**PROBLEM REQUIREMENTS**
Go through the material underneath and show every line where the string "relative" occurs.

**PROVIDED ENTRIES**

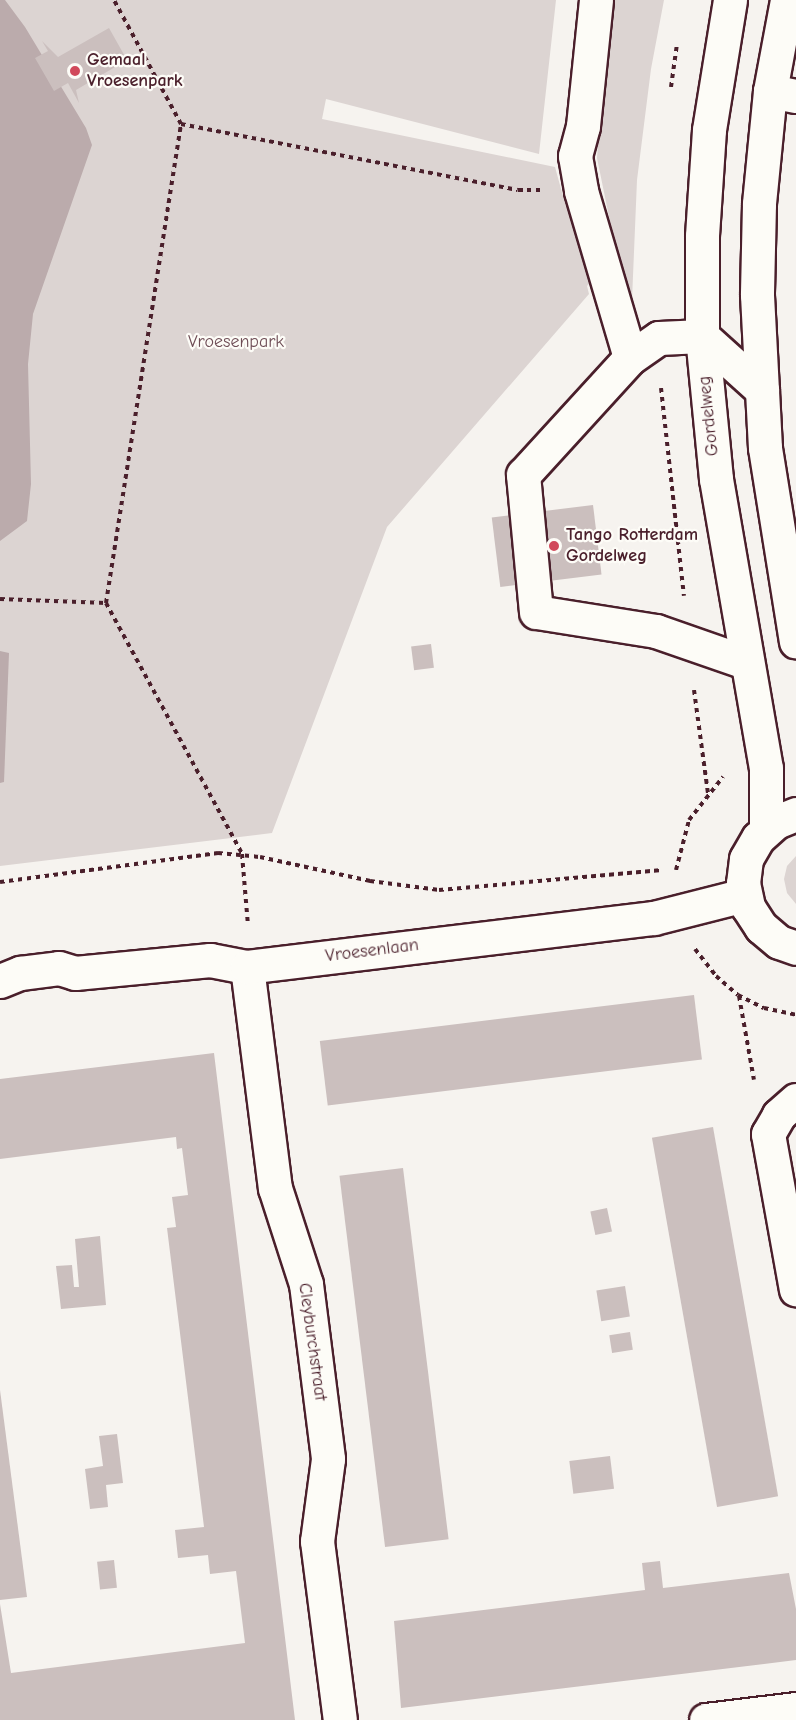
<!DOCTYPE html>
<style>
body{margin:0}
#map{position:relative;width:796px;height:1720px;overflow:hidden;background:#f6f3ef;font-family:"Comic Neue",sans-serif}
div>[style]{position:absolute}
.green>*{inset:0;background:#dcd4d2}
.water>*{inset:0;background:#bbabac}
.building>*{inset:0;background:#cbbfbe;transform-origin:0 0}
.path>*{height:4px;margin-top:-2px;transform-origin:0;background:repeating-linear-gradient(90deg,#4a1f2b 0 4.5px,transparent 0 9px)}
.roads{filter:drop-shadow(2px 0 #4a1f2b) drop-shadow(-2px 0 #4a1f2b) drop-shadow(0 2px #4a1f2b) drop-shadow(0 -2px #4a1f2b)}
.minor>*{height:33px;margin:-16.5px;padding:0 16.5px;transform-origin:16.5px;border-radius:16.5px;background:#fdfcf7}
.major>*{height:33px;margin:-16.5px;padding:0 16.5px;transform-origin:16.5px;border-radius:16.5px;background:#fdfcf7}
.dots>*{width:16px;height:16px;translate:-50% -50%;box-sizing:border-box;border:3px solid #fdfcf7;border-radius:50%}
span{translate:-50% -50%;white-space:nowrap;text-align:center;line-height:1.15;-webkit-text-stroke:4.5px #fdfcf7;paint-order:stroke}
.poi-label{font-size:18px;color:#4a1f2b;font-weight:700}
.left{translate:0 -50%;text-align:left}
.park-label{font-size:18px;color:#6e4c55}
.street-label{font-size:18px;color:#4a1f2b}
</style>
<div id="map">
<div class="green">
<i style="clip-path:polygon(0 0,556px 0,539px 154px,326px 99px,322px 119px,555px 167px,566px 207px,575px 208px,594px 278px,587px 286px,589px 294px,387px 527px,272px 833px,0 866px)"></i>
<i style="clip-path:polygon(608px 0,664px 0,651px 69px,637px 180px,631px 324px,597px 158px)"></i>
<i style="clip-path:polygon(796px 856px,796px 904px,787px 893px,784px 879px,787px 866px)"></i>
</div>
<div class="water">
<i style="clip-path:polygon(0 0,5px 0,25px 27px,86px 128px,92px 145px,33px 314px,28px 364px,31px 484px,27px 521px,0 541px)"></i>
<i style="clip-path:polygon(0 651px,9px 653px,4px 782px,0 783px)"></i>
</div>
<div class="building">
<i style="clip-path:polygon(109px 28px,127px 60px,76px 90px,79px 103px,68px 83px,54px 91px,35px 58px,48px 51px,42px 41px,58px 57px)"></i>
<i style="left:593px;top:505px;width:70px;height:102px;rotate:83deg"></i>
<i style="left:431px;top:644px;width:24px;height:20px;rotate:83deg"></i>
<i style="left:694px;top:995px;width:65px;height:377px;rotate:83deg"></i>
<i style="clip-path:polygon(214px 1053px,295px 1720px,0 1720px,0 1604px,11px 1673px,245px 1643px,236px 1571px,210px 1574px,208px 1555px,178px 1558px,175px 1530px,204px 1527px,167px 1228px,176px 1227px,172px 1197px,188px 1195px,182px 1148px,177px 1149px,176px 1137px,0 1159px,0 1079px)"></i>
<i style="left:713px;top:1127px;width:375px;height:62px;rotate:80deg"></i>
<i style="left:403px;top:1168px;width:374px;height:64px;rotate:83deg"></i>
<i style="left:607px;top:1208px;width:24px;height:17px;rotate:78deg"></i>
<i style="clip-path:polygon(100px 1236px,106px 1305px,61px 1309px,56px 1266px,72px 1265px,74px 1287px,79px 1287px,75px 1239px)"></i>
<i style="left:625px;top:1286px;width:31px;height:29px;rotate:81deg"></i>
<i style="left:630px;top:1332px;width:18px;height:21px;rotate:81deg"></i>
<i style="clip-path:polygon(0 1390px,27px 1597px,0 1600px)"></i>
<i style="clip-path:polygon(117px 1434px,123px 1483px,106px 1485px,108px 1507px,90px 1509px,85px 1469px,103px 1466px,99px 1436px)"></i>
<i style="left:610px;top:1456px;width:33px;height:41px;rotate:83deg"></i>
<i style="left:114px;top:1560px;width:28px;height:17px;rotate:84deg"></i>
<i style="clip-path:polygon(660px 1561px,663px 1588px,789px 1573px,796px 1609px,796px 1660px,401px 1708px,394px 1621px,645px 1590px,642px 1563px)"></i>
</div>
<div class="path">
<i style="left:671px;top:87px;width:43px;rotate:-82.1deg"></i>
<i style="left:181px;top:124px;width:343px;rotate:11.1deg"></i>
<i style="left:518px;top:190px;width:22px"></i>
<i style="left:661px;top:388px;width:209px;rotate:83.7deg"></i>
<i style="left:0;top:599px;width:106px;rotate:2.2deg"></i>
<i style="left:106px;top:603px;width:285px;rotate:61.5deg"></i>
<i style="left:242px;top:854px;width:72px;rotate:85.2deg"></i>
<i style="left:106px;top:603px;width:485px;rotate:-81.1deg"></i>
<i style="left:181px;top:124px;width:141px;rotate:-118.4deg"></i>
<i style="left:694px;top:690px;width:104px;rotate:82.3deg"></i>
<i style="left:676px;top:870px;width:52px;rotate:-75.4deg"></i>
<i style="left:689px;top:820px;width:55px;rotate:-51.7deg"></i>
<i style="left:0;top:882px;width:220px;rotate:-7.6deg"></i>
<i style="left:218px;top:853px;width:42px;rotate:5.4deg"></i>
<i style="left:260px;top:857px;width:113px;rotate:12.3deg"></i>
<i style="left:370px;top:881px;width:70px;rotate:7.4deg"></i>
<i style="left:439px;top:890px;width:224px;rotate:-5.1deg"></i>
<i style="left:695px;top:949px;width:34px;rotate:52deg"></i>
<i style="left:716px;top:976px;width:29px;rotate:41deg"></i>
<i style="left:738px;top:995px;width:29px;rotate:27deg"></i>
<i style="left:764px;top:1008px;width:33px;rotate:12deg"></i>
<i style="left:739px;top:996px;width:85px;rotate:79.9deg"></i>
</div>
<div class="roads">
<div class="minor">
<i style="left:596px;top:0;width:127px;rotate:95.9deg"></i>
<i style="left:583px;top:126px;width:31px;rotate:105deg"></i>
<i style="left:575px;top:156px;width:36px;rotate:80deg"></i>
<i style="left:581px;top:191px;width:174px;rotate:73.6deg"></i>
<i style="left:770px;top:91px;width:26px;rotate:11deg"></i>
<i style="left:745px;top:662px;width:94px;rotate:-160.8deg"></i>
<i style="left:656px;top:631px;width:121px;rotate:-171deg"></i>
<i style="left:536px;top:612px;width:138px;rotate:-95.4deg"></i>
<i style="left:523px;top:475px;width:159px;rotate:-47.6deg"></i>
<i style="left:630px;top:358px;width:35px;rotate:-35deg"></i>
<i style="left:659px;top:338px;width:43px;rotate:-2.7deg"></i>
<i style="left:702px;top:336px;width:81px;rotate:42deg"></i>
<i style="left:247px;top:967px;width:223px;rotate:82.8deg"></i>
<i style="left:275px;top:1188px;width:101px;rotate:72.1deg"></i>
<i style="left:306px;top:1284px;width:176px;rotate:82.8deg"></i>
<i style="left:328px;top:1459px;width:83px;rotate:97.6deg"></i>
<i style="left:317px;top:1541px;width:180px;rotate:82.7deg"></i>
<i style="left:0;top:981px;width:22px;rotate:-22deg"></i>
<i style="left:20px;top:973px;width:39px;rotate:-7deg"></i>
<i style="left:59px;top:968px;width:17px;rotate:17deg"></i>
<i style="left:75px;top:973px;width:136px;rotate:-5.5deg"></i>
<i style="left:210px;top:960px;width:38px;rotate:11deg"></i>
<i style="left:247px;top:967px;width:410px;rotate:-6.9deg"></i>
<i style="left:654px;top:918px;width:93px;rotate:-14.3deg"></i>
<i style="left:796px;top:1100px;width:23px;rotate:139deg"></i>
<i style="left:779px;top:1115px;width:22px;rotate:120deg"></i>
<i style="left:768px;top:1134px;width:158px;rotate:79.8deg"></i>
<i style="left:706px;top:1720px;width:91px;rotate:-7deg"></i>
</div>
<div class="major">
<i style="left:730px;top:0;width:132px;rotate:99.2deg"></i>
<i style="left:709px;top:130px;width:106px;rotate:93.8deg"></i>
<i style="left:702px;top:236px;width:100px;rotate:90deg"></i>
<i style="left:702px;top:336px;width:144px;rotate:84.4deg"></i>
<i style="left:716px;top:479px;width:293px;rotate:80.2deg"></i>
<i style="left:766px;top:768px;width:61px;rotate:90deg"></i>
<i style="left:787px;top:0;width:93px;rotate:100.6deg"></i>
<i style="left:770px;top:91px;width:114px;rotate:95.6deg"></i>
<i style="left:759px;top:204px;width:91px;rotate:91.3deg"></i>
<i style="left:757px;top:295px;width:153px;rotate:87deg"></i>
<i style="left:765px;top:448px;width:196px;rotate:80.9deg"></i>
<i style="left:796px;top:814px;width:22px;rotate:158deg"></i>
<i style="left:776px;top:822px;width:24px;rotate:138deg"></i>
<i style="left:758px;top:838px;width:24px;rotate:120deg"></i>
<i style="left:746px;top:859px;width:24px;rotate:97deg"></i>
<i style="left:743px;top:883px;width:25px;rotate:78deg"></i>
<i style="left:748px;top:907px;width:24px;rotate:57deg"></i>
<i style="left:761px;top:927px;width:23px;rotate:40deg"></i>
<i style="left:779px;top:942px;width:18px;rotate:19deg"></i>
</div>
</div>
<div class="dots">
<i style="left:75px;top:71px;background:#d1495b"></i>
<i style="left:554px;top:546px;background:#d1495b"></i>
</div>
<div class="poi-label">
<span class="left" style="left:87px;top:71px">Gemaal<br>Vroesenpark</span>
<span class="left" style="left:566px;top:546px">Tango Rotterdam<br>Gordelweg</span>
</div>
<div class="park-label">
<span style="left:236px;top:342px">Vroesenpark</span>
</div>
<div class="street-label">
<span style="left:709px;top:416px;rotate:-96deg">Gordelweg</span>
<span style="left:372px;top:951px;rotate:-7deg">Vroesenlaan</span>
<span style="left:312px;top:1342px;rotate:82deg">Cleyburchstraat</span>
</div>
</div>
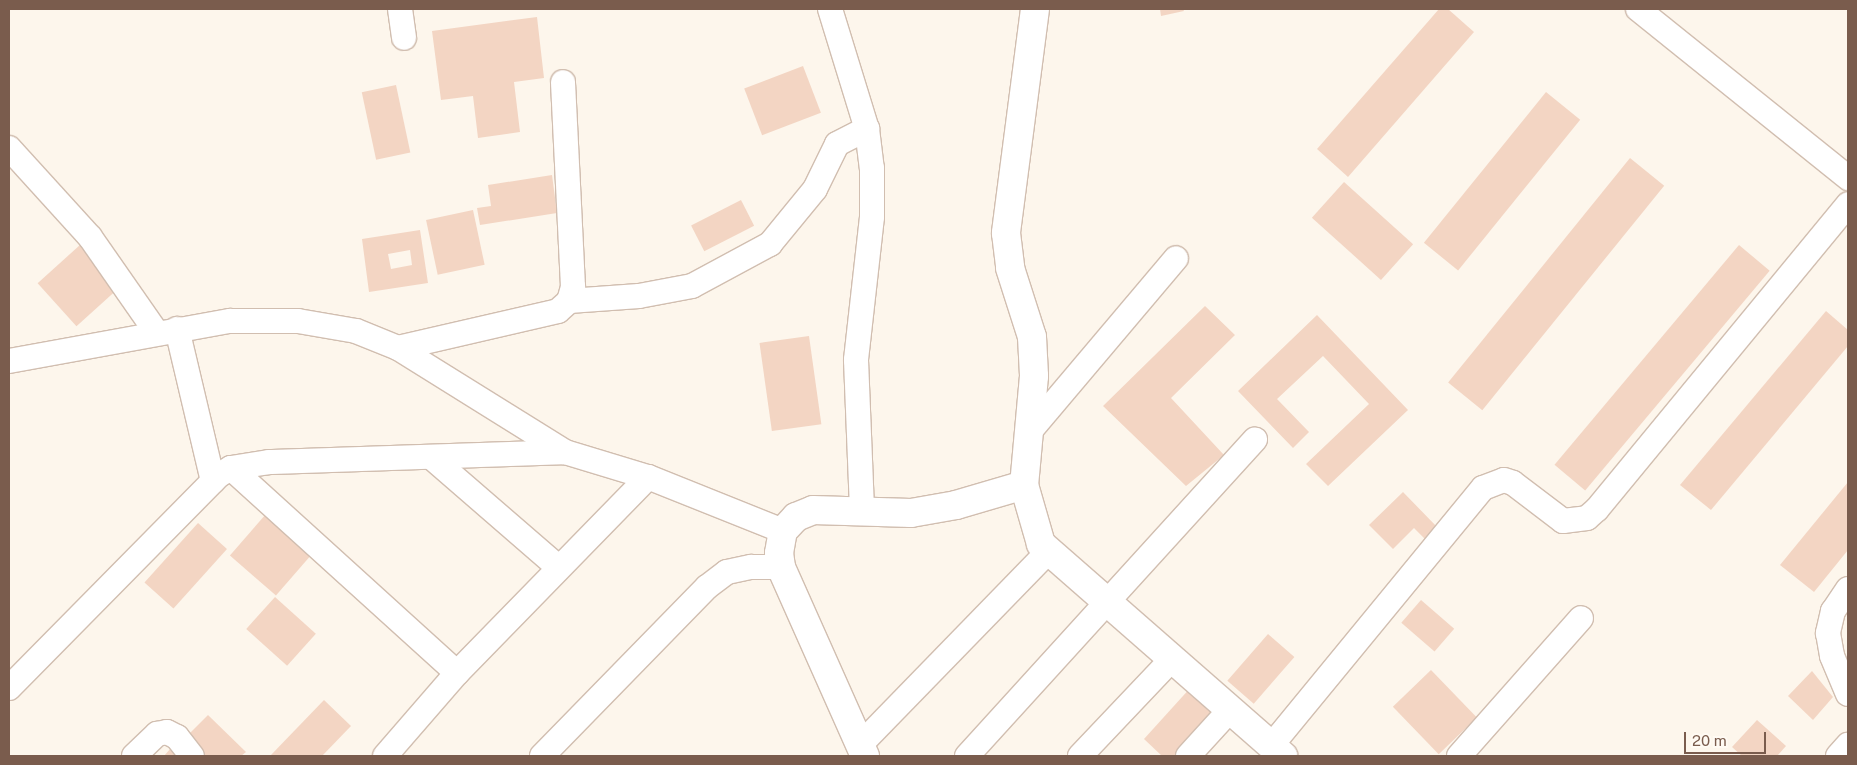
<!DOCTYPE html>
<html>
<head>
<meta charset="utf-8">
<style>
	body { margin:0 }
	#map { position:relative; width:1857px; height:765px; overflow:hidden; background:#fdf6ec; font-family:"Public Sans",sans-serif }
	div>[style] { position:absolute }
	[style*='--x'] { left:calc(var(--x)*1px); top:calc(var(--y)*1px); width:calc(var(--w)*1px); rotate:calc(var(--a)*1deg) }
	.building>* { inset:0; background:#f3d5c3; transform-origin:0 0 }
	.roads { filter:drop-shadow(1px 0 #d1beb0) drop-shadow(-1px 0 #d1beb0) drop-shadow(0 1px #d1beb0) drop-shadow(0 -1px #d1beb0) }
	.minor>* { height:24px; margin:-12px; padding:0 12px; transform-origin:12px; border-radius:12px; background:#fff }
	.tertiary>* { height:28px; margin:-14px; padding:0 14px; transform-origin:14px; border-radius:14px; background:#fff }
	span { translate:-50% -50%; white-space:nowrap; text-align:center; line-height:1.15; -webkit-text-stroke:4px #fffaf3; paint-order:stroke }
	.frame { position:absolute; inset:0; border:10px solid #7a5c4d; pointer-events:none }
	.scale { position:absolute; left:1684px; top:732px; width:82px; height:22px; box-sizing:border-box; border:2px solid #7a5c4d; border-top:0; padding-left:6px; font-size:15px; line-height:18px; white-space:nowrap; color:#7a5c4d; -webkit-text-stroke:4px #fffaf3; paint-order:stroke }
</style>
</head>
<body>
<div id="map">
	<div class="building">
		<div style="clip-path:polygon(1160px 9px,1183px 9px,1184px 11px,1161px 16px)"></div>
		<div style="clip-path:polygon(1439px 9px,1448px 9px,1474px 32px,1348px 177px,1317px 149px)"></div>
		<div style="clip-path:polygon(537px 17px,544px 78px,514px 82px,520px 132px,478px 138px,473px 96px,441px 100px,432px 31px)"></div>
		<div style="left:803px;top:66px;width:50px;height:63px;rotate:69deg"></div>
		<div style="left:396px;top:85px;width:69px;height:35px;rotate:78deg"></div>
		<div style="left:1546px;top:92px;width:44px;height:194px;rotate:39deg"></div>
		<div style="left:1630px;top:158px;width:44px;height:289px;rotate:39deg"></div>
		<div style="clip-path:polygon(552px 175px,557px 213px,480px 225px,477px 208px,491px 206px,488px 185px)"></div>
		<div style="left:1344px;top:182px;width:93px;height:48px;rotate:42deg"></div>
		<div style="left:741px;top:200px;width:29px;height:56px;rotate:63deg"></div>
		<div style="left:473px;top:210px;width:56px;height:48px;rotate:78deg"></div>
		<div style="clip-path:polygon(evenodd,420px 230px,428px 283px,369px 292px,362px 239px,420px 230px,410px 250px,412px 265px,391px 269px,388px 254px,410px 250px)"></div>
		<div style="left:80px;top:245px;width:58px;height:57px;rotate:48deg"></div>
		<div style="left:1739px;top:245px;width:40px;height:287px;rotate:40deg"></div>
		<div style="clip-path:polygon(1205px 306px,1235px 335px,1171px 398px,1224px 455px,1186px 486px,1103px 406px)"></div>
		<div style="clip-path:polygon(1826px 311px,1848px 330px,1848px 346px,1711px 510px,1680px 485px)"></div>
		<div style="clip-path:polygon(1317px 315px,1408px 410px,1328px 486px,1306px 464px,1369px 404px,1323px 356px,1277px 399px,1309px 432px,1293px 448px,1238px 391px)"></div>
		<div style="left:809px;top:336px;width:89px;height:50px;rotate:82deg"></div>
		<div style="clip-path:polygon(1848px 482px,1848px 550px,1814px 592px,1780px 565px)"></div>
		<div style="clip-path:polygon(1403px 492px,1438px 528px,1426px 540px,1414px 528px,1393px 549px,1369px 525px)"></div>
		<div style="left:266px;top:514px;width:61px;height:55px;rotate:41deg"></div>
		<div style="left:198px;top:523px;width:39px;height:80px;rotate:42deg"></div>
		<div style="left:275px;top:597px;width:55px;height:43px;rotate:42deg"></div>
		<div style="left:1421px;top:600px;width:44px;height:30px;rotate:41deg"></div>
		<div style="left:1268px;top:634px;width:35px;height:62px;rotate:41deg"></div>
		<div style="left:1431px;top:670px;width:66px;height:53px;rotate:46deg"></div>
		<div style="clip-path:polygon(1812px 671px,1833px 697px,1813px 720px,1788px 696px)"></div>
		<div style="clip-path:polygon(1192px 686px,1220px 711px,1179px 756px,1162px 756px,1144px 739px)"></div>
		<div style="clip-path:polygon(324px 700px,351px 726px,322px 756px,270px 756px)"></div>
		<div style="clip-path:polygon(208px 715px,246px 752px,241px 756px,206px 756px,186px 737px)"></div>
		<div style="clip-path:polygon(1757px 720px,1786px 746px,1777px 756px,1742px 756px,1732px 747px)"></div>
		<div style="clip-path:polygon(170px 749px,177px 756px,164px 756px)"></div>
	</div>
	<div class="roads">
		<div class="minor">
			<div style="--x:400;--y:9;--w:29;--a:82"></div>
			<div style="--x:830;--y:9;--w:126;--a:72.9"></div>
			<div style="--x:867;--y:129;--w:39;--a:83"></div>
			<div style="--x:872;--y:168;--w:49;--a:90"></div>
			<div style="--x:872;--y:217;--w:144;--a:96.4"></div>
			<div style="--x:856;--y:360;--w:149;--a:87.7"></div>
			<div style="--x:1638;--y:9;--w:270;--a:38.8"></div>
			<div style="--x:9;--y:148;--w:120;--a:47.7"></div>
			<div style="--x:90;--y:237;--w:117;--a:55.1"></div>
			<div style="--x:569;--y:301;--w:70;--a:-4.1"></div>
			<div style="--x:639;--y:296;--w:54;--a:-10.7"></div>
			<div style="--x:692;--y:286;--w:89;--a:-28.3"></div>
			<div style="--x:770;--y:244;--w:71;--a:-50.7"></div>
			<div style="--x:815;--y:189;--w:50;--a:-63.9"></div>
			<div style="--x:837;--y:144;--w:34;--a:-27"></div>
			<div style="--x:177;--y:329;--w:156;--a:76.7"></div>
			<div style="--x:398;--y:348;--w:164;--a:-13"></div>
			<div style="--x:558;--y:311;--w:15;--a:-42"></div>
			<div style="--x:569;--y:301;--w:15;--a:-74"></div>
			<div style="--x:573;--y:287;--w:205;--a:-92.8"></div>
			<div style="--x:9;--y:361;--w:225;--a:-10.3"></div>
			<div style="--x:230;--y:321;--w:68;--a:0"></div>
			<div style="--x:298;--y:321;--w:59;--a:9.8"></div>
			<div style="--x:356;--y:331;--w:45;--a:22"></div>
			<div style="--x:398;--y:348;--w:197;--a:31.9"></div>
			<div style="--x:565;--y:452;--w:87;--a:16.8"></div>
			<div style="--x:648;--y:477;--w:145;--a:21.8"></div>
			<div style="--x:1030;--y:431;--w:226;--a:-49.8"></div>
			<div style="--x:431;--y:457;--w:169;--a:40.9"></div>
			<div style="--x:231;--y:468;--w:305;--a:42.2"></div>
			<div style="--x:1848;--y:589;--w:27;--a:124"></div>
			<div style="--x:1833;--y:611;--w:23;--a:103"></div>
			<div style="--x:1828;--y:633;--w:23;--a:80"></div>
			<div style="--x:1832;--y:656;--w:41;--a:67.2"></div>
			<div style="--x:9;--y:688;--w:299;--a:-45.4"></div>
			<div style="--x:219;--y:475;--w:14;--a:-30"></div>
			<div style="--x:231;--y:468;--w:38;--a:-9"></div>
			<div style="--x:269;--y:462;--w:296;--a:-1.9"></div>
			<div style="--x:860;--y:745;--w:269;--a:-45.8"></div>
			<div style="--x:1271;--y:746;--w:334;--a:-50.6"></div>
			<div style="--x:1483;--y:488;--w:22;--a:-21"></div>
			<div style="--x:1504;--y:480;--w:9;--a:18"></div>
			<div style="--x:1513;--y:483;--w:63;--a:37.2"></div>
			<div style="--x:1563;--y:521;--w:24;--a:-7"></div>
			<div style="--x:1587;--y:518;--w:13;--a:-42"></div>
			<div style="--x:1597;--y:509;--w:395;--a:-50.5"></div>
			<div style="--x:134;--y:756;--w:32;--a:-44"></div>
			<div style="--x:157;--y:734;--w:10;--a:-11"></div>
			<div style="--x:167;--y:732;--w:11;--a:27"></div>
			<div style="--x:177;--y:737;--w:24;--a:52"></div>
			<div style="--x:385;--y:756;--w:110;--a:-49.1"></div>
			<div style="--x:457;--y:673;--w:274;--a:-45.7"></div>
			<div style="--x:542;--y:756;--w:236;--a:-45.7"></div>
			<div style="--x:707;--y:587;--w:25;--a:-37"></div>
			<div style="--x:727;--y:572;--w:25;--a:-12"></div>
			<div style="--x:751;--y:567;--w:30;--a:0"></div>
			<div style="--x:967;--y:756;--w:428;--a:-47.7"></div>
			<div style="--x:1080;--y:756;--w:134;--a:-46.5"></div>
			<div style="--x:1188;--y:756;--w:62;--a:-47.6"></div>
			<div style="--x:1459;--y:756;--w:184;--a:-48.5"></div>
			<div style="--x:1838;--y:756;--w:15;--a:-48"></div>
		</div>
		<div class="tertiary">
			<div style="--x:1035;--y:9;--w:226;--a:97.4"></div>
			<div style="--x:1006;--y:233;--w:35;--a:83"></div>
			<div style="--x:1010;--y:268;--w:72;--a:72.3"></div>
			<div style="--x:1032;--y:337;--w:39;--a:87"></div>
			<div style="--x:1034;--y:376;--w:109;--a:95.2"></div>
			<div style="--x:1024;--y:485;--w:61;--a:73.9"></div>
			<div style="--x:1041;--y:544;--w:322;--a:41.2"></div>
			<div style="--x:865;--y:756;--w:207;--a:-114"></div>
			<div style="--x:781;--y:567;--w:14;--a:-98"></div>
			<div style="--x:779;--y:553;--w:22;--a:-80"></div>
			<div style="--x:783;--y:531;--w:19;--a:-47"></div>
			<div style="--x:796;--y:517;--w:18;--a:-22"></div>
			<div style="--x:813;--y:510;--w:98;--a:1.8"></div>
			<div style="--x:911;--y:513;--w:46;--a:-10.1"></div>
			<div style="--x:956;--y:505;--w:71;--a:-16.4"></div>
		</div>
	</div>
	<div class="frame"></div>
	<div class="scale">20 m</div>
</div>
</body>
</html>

**YOUR RESPONSE**
#map{position:relative;width:796px;height:1720px;overflow:hidden;background:#f6f3ef;font-family:"Comic Neue",sans-serif}
	#map { position:relative; width:1857px; height:765px; overflow:hidden; background:#fdf6ec; font-family:"Public Sans",sans-serif }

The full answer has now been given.